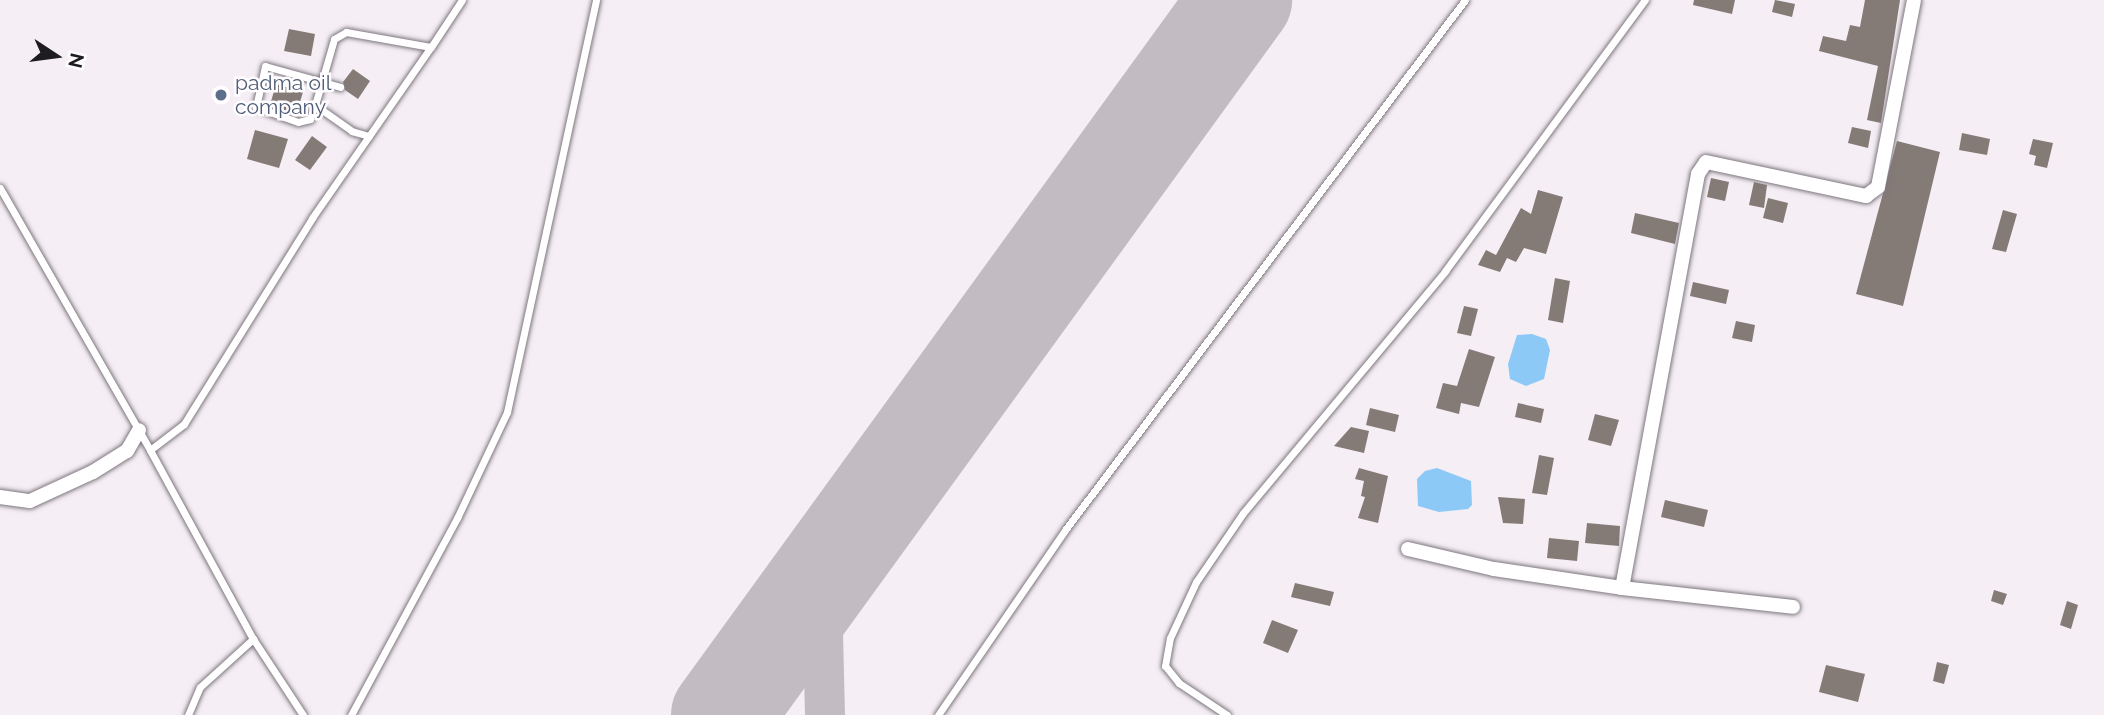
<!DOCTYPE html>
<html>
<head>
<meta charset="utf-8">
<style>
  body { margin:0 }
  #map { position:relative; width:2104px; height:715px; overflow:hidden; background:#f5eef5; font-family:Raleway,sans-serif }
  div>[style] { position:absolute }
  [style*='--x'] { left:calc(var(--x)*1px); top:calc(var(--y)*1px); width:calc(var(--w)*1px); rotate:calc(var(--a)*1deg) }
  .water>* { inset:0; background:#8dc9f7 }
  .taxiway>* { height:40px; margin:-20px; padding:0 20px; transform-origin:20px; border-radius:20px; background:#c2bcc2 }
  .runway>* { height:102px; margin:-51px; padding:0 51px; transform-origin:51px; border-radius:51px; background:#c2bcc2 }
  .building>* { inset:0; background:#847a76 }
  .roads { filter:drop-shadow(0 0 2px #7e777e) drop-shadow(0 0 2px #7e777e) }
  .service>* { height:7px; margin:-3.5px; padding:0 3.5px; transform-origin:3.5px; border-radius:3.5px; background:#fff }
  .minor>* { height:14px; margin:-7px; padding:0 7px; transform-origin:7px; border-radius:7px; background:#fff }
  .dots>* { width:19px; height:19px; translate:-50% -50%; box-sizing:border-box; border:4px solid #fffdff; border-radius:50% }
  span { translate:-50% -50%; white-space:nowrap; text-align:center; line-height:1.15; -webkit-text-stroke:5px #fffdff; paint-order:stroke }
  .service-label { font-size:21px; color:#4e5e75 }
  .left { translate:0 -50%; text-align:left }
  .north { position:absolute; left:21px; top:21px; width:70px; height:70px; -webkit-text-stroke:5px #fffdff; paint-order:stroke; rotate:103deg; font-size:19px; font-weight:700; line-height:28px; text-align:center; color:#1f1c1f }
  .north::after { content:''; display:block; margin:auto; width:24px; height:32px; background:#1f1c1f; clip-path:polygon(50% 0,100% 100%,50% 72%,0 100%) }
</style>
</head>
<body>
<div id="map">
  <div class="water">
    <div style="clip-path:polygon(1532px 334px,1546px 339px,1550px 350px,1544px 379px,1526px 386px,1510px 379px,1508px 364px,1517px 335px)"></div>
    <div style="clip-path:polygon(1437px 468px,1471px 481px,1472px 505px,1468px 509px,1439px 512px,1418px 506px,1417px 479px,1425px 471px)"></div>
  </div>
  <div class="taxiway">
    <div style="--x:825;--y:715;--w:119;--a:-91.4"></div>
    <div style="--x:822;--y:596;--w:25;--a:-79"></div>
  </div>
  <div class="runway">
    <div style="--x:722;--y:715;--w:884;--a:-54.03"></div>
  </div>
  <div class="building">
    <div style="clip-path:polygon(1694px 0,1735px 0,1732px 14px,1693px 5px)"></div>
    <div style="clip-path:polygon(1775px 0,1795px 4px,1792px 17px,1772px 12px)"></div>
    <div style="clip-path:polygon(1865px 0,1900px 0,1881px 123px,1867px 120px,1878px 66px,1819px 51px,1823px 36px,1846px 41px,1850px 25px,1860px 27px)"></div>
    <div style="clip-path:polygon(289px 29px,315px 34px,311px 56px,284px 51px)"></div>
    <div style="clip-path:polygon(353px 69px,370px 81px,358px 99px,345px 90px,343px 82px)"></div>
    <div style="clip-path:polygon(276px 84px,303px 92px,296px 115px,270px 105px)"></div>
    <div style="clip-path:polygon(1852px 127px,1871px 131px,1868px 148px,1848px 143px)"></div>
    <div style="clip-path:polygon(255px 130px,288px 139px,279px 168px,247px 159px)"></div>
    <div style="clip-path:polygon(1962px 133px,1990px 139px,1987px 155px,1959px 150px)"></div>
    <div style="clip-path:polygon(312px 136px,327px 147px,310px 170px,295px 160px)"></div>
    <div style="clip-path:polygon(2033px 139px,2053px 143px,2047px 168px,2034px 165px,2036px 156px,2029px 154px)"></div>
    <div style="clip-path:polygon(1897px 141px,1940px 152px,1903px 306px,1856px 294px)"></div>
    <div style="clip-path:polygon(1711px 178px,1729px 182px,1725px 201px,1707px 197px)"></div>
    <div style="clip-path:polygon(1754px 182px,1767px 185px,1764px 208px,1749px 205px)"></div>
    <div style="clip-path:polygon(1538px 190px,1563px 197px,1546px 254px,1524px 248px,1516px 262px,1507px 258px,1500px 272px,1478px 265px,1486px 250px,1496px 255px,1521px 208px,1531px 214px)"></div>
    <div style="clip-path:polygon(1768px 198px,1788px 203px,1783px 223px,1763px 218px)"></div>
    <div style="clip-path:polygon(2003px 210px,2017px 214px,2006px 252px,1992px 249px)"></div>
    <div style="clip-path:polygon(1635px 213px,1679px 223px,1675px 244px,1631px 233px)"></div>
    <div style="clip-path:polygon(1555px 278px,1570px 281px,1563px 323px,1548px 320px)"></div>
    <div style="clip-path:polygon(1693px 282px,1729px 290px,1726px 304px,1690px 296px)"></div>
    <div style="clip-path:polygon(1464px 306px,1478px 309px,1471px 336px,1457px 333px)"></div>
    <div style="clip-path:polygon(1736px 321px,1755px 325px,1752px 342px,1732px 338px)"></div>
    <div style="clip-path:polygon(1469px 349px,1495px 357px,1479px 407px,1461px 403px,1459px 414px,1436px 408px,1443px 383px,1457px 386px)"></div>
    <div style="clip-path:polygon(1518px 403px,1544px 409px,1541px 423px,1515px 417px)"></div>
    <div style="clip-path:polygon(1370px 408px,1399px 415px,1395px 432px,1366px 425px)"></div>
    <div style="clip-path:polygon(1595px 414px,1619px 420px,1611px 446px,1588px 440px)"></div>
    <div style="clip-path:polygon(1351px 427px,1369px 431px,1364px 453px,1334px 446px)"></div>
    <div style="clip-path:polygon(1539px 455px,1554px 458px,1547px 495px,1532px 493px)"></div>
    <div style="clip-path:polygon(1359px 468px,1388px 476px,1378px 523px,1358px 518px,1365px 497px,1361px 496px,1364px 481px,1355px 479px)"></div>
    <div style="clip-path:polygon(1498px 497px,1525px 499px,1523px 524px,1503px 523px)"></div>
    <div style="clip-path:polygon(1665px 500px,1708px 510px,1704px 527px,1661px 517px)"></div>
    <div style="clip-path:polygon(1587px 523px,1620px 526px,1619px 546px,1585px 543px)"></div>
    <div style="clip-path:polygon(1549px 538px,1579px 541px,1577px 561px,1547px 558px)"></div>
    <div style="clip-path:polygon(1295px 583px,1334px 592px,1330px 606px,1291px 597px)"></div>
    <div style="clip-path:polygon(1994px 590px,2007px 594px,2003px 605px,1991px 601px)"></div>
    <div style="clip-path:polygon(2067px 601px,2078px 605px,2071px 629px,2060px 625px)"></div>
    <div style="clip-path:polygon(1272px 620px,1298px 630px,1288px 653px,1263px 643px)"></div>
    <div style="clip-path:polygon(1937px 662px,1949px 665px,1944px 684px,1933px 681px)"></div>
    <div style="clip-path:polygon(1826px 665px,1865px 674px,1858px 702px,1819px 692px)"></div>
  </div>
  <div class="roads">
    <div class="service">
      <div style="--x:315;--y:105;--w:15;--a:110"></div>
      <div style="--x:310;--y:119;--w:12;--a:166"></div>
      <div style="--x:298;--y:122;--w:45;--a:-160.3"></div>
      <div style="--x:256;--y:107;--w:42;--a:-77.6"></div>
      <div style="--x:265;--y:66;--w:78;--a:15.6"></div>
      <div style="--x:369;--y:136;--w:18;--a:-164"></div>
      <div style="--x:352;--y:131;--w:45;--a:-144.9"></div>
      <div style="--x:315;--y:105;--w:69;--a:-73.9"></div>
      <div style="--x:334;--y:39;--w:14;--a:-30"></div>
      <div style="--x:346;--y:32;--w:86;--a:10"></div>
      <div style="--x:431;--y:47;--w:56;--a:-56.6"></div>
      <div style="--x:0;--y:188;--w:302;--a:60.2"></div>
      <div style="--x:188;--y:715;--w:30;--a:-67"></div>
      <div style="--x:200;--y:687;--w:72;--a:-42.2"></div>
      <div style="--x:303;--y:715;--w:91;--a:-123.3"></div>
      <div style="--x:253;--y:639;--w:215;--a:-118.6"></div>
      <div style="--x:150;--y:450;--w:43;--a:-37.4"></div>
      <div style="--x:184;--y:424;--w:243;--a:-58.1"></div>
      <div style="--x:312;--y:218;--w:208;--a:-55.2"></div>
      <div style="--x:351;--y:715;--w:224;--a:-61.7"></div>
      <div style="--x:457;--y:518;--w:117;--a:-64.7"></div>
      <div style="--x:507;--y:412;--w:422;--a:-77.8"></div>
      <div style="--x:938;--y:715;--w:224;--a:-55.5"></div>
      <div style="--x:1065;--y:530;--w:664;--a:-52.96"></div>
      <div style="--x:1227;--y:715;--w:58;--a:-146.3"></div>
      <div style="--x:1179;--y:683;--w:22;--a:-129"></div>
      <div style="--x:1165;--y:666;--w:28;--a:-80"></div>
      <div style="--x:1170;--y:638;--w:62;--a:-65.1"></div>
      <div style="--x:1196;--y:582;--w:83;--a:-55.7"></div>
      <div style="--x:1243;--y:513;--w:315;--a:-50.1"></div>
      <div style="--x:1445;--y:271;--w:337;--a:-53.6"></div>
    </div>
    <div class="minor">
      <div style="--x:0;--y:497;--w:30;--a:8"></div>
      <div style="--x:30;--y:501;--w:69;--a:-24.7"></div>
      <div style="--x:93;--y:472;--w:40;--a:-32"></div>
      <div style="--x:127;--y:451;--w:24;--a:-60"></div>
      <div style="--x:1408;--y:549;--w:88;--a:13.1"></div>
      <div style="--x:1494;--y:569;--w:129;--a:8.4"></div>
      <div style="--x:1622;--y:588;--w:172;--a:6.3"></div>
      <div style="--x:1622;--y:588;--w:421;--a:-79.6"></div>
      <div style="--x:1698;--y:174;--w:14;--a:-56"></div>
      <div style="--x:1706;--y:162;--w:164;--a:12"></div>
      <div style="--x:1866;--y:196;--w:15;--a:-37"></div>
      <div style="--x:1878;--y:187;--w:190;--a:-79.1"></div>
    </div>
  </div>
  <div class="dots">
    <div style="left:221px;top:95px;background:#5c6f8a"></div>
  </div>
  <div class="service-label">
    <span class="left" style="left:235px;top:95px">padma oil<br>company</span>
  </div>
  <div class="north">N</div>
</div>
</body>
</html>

◇ ◇ ◇ ◇ ◇

■ Task instructions ■
Say how many lines of the material above contain the string "height". Write nothing but the number.

■ Written reply ■
9